### The data
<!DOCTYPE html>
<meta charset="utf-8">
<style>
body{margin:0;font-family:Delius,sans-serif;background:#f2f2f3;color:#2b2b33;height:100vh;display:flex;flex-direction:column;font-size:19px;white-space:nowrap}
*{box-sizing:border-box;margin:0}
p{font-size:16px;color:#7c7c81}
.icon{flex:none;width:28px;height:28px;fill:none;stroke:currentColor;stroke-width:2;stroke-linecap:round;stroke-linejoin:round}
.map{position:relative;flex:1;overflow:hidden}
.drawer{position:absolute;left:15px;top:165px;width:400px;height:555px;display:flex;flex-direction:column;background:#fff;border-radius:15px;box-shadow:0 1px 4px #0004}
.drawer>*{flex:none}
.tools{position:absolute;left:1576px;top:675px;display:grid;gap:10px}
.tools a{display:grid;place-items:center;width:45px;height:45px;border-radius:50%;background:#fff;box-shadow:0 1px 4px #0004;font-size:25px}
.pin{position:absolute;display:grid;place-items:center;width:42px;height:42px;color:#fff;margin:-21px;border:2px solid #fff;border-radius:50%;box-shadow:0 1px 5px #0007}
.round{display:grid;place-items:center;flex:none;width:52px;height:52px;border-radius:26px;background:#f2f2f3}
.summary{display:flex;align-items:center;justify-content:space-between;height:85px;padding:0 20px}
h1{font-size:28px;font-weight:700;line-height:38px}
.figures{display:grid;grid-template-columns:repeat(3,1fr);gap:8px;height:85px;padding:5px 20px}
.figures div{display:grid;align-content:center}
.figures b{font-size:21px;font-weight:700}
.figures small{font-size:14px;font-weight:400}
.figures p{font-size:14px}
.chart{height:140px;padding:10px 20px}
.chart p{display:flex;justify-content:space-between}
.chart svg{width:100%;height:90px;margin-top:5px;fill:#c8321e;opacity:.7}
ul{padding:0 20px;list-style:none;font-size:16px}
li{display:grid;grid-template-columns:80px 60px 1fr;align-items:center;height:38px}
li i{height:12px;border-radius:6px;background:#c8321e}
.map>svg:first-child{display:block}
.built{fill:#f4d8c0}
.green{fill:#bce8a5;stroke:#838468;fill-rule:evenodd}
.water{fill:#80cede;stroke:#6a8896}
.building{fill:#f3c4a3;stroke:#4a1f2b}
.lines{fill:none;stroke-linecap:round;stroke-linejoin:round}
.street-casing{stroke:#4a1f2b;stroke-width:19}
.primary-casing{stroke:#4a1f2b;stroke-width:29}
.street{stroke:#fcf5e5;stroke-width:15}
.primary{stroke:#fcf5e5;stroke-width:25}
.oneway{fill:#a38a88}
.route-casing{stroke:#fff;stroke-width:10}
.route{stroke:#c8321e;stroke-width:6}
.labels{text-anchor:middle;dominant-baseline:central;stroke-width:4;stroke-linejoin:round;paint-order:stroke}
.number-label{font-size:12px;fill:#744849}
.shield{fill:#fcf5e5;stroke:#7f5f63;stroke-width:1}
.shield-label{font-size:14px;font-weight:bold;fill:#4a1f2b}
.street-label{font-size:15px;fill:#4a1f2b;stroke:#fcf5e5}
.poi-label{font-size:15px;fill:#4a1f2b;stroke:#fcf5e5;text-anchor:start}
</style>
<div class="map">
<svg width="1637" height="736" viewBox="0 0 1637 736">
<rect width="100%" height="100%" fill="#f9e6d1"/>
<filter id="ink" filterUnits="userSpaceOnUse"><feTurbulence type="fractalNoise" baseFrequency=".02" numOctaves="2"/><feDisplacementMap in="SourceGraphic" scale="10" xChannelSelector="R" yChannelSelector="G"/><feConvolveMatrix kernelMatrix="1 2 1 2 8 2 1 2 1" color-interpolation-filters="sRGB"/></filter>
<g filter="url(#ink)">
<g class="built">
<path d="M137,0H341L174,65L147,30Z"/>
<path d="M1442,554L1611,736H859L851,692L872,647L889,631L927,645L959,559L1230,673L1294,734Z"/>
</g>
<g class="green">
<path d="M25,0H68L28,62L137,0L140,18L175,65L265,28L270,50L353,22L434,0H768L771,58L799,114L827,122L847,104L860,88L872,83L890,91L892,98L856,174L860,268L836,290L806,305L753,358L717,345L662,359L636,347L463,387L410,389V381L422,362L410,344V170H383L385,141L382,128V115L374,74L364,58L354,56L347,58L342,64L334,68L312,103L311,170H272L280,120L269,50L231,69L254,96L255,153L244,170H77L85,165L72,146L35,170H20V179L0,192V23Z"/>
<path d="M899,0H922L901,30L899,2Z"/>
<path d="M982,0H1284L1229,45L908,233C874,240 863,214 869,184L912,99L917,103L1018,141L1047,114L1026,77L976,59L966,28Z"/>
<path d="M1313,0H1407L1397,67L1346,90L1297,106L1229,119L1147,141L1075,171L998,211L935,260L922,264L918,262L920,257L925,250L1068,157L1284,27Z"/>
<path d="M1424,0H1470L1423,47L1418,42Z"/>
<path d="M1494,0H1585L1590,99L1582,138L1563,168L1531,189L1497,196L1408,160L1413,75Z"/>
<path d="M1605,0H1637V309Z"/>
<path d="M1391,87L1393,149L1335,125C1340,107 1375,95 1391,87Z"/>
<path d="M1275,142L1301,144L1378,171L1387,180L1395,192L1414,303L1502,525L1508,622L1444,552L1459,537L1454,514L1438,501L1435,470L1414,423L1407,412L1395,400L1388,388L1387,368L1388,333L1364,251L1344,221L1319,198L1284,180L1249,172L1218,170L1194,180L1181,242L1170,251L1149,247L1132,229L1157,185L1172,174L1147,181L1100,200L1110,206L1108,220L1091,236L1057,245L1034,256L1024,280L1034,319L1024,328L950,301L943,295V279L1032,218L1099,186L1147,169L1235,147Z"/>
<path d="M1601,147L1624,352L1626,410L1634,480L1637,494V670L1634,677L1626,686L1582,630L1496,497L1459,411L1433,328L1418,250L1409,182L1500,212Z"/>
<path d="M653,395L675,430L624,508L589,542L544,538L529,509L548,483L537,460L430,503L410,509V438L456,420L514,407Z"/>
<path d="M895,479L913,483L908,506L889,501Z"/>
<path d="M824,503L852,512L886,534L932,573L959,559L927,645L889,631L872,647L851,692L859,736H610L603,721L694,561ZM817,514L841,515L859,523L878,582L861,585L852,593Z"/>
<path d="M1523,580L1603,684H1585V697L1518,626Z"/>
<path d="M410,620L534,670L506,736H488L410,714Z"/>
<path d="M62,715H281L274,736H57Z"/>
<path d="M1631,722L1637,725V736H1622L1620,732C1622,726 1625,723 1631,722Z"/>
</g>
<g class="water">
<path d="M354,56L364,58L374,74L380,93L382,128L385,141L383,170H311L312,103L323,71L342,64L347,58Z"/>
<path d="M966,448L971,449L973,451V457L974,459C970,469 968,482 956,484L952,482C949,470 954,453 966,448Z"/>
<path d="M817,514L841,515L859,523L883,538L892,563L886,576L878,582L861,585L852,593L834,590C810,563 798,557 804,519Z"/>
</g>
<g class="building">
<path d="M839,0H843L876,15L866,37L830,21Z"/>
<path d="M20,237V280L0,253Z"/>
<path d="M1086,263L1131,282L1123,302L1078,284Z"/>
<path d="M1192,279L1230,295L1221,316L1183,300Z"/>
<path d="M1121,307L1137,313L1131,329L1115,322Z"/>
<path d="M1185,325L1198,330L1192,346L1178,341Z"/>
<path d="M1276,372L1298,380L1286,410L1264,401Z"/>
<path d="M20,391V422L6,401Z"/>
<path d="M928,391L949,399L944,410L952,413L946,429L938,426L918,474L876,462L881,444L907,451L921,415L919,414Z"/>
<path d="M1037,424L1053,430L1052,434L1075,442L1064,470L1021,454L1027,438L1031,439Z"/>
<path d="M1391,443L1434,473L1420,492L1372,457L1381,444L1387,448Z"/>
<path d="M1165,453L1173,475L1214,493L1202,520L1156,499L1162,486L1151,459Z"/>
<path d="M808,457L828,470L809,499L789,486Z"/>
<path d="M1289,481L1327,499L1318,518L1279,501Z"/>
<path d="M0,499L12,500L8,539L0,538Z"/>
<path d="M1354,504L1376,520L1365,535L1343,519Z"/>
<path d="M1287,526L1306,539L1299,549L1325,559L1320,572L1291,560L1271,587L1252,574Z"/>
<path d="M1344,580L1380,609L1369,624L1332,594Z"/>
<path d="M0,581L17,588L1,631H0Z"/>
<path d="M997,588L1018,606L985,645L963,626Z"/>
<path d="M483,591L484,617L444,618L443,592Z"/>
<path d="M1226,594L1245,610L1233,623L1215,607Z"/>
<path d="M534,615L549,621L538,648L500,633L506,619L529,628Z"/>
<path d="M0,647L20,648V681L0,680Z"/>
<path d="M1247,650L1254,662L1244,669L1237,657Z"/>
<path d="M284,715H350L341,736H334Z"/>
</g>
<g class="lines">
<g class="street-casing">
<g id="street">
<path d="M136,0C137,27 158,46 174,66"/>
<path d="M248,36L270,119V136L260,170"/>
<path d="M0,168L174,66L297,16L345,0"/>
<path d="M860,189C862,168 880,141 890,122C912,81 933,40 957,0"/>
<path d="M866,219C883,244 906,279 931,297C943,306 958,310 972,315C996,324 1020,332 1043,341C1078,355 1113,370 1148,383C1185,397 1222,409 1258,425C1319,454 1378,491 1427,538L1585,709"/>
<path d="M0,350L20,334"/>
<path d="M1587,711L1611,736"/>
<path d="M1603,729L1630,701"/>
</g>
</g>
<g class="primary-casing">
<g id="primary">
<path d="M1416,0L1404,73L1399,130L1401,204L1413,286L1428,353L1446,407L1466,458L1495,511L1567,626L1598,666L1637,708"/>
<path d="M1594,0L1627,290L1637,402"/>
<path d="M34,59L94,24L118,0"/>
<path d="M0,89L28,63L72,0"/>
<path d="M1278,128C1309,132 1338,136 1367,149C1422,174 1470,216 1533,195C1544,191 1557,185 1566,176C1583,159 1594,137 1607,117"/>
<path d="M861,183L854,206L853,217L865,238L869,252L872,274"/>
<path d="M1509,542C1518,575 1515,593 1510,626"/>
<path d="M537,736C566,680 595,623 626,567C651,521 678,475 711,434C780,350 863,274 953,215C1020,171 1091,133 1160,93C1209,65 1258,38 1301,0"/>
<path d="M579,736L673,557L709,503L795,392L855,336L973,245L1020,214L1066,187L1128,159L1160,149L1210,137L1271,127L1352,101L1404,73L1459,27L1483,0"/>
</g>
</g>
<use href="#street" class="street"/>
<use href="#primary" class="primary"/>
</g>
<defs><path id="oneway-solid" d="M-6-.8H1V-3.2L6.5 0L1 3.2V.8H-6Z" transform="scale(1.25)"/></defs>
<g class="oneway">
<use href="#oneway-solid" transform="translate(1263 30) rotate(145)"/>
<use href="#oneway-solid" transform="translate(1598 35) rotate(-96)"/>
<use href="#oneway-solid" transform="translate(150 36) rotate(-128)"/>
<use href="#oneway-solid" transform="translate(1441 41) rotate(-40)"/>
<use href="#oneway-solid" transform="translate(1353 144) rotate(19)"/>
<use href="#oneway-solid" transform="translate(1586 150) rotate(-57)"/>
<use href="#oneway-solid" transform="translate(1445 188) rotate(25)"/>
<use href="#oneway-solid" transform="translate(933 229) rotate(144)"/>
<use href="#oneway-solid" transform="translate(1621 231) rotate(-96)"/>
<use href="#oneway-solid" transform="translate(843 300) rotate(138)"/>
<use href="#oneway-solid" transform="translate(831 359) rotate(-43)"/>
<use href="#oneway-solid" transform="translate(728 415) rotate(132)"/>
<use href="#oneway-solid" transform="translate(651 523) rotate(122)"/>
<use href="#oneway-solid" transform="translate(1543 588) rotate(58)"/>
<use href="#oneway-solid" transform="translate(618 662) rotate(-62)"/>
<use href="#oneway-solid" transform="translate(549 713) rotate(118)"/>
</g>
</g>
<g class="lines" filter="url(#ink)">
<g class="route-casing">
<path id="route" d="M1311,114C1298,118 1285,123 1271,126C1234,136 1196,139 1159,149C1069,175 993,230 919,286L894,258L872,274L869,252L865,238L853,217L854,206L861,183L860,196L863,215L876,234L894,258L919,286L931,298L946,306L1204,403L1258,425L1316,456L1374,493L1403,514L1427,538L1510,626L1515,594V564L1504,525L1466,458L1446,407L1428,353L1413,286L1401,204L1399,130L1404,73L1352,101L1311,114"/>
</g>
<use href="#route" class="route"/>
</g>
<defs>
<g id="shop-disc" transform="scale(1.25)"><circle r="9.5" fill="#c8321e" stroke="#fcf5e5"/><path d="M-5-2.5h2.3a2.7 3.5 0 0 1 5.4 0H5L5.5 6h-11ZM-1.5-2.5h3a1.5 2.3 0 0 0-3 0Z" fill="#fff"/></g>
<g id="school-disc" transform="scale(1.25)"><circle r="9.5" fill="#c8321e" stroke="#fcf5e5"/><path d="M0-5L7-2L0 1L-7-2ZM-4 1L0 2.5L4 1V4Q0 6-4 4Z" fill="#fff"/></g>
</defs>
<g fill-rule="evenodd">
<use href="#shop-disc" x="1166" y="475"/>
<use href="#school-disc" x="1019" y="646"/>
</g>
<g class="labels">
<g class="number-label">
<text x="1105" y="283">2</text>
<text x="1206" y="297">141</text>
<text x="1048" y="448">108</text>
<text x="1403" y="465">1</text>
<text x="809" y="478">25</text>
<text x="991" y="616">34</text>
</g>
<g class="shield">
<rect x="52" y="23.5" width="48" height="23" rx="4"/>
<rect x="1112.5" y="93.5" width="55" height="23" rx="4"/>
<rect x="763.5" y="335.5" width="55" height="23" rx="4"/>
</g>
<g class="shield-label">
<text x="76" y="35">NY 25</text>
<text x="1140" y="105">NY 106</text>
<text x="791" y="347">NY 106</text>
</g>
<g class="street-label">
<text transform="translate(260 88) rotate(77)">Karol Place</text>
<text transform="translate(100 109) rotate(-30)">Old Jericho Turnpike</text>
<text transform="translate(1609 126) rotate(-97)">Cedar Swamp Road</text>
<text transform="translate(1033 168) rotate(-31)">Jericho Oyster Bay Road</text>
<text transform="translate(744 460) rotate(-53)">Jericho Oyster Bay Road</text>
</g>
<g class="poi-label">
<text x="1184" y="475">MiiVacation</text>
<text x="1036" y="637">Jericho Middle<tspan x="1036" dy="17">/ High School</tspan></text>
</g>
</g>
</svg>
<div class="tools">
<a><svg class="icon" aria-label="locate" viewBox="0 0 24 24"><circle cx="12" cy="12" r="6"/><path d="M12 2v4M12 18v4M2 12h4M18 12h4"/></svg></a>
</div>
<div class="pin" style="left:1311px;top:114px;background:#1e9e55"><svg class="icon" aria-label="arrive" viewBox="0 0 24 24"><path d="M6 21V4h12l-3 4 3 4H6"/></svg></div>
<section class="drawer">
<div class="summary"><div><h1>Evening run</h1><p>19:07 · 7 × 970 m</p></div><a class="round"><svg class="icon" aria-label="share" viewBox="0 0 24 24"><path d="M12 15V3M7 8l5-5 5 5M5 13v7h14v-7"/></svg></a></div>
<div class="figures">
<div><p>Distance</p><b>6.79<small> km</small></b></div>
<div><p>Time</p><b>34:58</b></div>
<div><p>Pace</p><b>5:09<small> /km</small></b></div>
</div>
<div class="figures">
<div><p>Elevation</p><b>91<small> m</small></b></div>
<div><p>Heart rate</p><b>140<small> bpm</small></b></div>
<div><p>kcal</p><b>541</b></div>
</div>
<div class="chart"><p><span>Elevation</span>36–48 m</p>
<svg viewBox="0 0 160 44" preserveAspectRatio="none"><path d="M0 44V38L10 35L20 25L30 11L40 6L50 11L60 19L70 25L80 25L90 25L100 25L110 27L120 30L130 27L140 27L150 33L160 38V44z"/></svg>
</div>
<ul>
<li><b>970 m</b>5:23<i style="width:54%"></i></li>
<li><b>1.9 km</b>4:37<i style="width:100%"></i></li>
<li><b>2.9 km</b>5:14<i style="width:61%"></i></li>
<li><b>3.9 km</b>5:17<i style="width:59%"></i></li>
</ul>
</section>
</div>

### Task requirements
Show every line above in which the word "tools" is found.

### Exercise solution
.tools{position:absolute;left:1576px;top:675px;display:grid;gap:10px}
.tools a{display:grid;place-items:center;width:45px;height:45px;border-radius:50%;background:#fff;box-shadow:0 1px 4px #0004;font-size:25px}
<div class="tools">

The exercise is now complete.